QSAR and kinetics of the inhibition of benzaldehyde derivatives against Sacrophaga neobelliaria phenoloxidase Original Research Article

A group of 18 benzaldehyde derivatives was characterized as a family of mixed type inhibitors on the oxidation of l-3, 4-dihydroxyphenylalanine (l-DOPA) catalyzed by Sacrophaga neobelliaria phenoloxidase (PO), presumably by forming a Schiff base with a primary amino group of the enzyme. Inhibition constants and IC50 were determined. Cuminaldehyde was the most active inhibitor with an IC50 of 0.0067 mM. Vanillin was the least active inhibitor with an IC50 of 38 mM. Four physicochemical descriptors were identified by stepwise multiple regressions as significant predictors on the inhibition activity, which were further rotated by principle component analysis yielding two significant principle properties.

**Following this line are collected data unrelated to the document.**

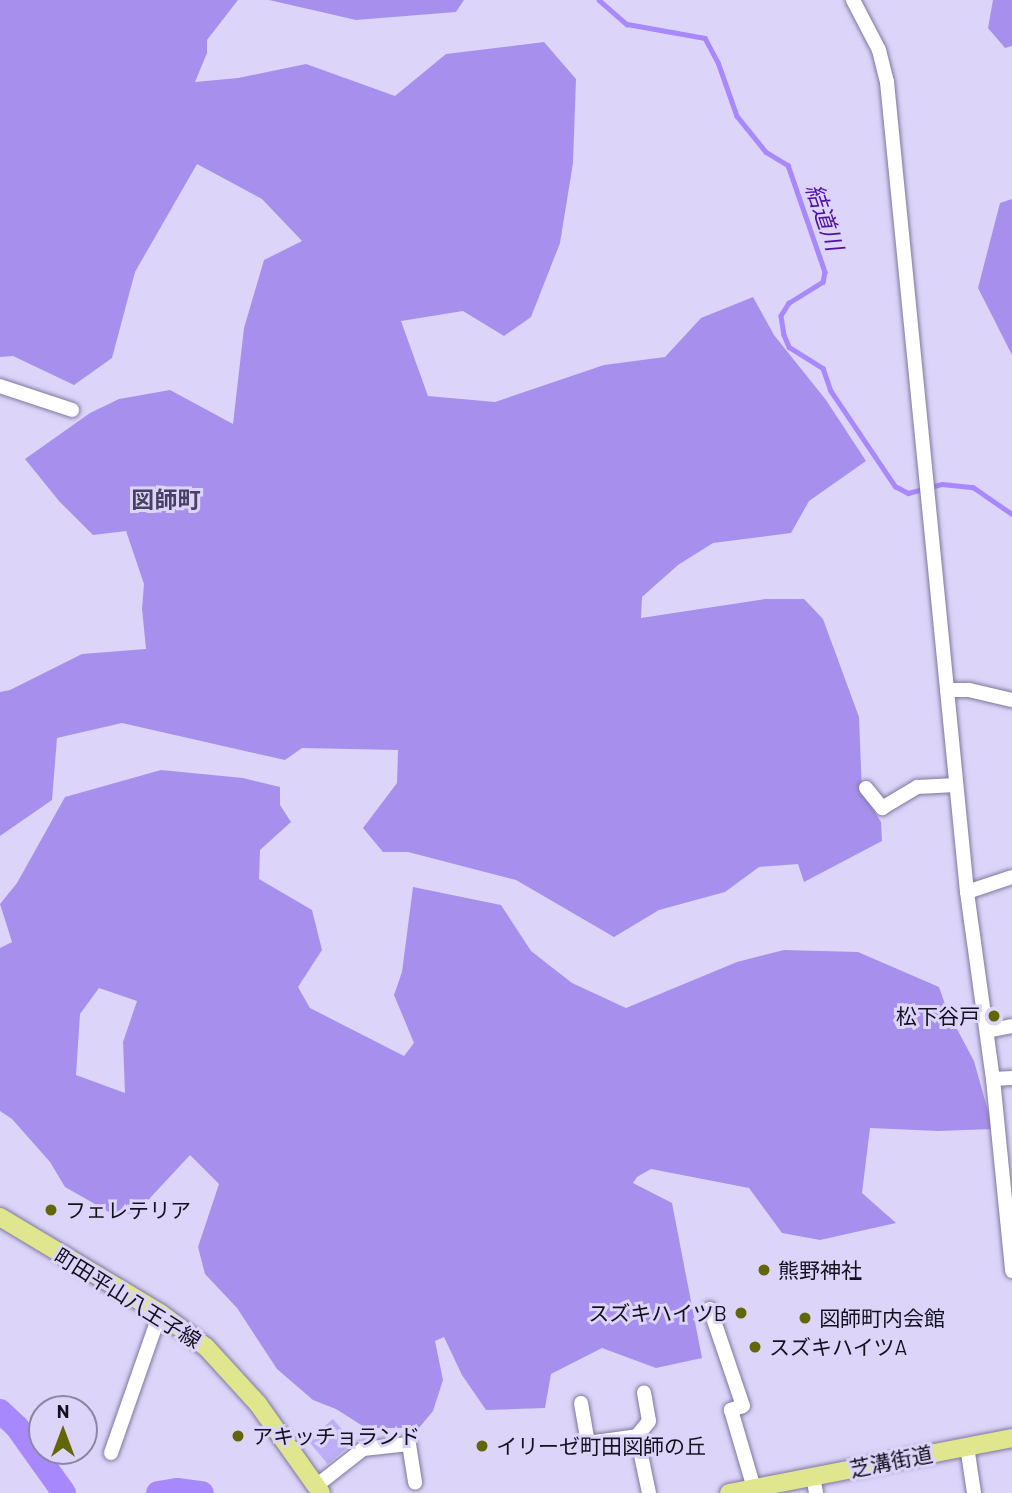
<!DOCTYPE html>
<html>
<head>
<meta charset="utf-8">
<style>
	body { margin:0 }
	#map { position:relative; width:1012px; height:1493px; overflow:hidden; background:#dcd5f9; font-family:Barlow,"Noto Sans JP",sans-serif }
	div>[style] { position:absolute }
	.green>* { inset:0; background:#beaef7; transform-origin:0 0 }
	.forest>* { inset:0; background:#a790ed }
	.stream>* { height:4.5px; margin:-2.25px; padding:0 2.25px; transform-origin:2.25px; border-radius:2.25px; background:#a788fd }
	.river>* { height:24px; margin:-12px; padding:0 12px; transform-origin:12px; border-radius:12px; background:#a788fd }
	.roads { filter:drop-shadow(0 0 2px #7f779f) drop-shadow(0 0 2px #7f779f) }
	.minor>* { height:14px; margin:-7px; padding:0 7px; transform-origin:7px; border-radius:7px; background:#fff }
	.major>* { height:18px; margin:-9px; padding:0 9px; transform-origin:9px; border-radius:9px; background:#dfe68e }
	.dots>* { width:19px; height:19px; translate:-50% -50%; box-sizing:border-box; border:4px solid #dcd5f9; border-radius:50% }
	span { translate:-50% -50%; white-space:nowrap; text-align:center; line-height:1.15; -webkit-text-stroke:6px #dcd5f9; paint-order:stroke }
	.poi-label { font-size:21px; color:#13101f }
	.right { translate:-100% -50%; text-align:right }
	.left { translate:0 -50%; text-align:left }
	.street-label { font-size:21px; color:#13101f }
	.water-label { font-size:23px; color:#5012a0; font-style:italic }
	.neighbourhood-label { font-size:23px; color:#494165; font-weight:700 }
	.north { position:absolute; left:28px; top:1395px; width:70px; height:70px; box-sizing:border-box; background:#dcd5f9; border:2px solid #8c86a2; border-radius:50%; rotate:0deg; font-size:19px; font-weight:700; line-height:28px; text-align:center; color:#13101f }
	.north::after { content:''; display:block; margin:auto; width:24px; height:32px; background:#616706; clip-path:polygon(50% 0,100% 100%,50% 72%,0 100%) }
</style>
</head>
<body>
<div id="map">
	<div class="green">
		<i style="left:333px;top:1419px;width:31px;height:33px;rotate:50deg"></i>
	</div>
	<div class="forest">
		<i style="clip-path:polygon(0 0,238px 0,207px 40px,207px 53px,195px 82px,238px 78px,306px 64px,395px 96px,446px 54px,544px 42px,576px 79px,573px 163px,560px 243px,531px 317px,504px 336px,463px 311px,401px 321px,428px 396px,495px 402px,604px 365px,665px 357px,701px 318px,753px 297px,774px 335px,826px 400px,866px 461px,809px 501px,791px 533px,713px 543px,678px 565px,642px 597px,641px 618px,765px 599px,804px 599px,823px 619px,859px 717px,862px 792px,881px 822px,882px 841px,804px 882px,798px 864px,759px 867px,725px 892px,659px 910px,614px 937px,516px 880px,408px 852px,383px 852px,363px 828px,397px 783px,398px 750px,302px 748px,285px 760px,122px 723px,57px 738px,52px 800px,0 836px,0 692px,10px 690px,82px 654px,146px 649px,142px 609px,144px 584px,126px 531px,93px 535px,59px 501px,25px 459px,90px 413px,119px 399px,170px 390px,233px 424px,244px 328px,264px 260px,302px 241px,262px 199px,197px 164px,135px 272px,112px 358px,74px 385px,13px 356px,0 357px)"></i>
		<i style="clip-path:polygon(269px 0,464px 0,456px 12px,356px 20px)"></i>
		<i style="clip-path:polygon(993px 0,1012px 0,1012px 46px,1005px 48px,988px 28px)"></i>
		<i style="clip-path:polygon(1012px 199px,1012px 355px,978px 288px,1000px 203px)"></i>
		<i style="clip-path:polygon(evenodd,161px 770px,243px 778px,280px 787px,280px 805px,291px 822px,260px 850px,259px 879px,312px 910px,322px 950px,298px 987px,310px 1008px,404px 1056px,414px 1043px,394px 995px,402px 972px,413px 887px,501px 905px,531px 951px,572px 983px,626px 1008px,737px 962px,784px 950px,858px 952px,939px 987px,947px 1010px,974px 1061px,993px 1129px,938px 1131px,870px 1128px,862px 1193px,896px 1223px,820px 1240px,782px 1233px,749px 1188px,651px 1169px,637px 1177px,633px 1183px,672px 1203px,702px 1358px,656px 1368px,602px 1348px,551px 1374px,545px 1408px,486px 1410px,462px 1375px,444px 1337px,435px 1341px,443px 1380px,433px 1411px,419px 1428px,366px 1428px,336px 1409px,313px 1400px,277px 1369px,237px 1308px,205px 1274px,198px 1247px,219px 1184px,190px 1155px,137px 1212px,116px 1216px,65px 1187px,50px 1162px,12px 1119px,0 1111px,0 948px,12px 942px,0 904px,17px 883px,65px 797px,161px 770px,99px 988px,137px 1001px,123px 1042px,125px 1093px,76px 1075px,80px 1014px,99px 988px)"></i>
	</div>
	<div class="stream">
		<i style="left:599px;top:0;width:37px;rotate:41deg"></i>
		<i style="left:627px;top:24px;width:79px;rotate:10.2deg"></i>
		<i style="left:705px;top:38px;width:27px;rotate:62deg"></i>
		<i style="left:718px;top:62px;width:57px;rotate:70.6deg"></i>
		<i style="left:737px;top:116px;width:46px;rotate:51.1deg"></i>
		<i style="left:766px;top:152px;width:26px;rotate:31deg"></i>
		<i style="left:788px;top:165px;width:113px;rotate:70.9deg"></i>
		<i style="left:825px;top:272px;width:10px;rotate:101deg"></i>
		<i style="left:823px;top:282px;width:40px;rotate:148deg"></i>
		<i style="left:789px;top:303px;width:15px;rotate:122deg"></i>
		<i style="left:781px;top:316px;width:19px;rotate:81deg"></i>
		<i style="left:784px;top:335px;width:13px;rotate:67deg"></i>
		<i style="left:789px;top:347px;width:40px;rotate:32deg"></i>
		<i style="left:823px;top:368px;width:24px;rotate:71deg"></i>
		<i style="left:831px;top:391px;width:115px;rotate:56deg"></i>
		<i style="left:895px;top:486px;width:15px;rotate:28deg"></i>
		<i style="left:908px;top:493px;width:35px;rotate:-15deg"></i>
		<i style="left:942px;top:484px;width:31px;rotate:6deg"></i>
		<i style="left:973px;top:487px;width:47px;rotate:34.7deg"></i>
	</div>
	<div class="river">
		<i style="left:0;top:1411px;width:23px;rotate:43deg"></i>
		<i style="left:17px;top:1427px;width:81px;rotate:54.5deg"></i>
		<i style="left:158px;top:1493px;width:19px;rotate:-9deg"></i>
		<i style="left:177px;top:1490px;width:25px;rotate:7deg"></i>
	</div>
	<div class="roads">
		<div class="minor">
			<i style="left:853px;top:0;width:56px;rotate:62.5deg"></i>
			<i style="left:879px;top:50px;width:33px;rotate:76deg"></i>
			<i style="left:887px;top:82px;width:814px;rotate:84.36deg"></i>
			<i style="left:967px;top:892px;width:189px;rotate:82.1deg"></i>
			<i style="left:993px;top:1079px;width:193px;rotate:84.3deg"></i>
			<i style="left:0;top:386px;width:76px;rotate:18.4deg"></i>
			<i style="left:947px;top:690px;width:22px"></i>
			<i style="left:969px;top:690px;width:44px;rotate:13.1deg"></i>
			<i style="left:866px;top:788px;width:26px;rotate:51deg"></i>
			<i style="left:882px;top:808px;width:41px;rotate:-31deg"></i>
			<i style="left:917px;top:787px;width:39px;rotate:-3deg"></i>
			<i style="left:967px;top:892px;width:47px;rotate:-18.4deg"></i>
			<i style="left:987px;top:1031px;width:25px;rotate:-11deg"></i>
			<i style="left:993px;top:1079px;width:19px;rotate:-3deg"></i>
			<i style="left:710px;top:1309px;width:102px;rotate:71.2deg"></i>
			<i style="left:743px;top:1406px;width:13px;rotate:162deg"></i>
			<i style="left:731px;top:1410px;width:81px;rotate:73.6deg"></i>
			<i style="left:581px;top:1403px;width:41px;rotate:80.1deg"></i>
			<i style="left:588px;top:1443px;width:49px;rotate:-8.1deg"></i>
			<i style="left:637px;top:1436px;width:58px;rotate:78.1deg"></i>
			<i style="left:637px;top:1436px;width:19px;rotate:-51deg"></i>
			<i style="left:649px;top:1421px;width:29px;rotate:-100deg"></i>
			<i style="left:967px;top:1446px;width:48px;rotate:81.5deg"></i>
			<i style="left:111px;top:1453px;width:148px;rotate:-70.7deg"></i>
			<i style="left:813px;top:1477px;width:16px;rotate:79deg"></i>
			<i style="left:316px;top:1486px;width:60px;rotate:-38.2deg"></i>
			<i style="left:363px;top:1449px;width:46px;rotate:-6.2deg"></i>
			<i style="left:409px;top:1444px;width:39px;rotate:81deg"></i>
		</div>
		<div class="major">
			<i style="left:0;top:1217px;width:187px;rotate:31deg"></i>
			<i style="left:160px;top:1313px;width:57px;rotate:36.5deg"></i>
			<i style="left:206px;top:1347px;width:77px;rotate:47.6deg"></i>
			<i style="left:258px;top:1404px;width:109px;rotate:54.7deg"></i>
			<i style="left:729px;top:1493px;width:288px;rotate:-11deg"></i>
		</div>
	</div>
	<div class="dots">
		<i style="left:994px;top:1016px;background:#616706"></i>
		<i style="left:51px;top:1210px;background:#616706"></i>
		<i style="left:764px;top:1270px;background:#616706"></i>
		<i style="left:741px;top:1313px;background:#616706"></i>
		<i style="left:805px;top:1318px;background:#616706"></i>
		<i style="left:755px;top:1347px;background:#616706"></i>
		<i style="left:238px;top:1436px;background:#616706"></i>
		<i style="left:482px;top:1446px;background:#616706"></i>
	</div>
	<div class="poi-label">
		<span class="right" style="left:980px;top:1016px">松下谷戸</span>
		<span class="left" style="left:65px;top:1210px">フェレテリア</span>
		<span class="left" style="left:778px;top:1270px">熊野神社</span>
		<span class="right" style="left:727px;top:1313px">スズキハイツB</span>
		<span class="left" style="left:819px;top:1318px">図師町内会館</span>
		<span class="left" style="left:769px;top:1347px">スズキハイツA</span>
		<span class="left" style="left:252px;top:1436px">アキッチョランド</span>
		<span class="left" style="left:496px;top:1446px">イリーゼ町田図師の丘</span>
	</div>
	<div class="street-label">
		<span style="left:128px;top:1298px;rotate:32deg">町田平山八王子線</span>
		<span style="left:891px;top:1461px;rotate:-11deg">芝溝街道</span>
	</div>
	<div class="water-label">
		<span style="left:825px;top:217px;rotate:71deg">結道川</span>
	</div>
	<div class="neighbourhood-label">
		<span style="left:166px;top:499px">図師町</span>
	</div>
	<div class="north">N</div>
</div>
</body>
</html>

It was shown that hydrophobicity of the substituent at the para position of the aldehyde group played major role on inhibition activity: one unit increase in Hansch–Fujita π value of the substituent led to about 4.5 [95% confidence interval is (7.9, 2.6)] fold increase on IC50. Electron-donating effect of the substituent at the para position of the aldehyde group was less important than hydrophobicity. Hydroxyl group at the ortho position of the aldehyde group contributed to higher inhibition activity, presumably by forming a quasi-six-membered ring with the unshared pair of electrons on the nitrogen atom of the amino group through intramolecular hydrogen bonding.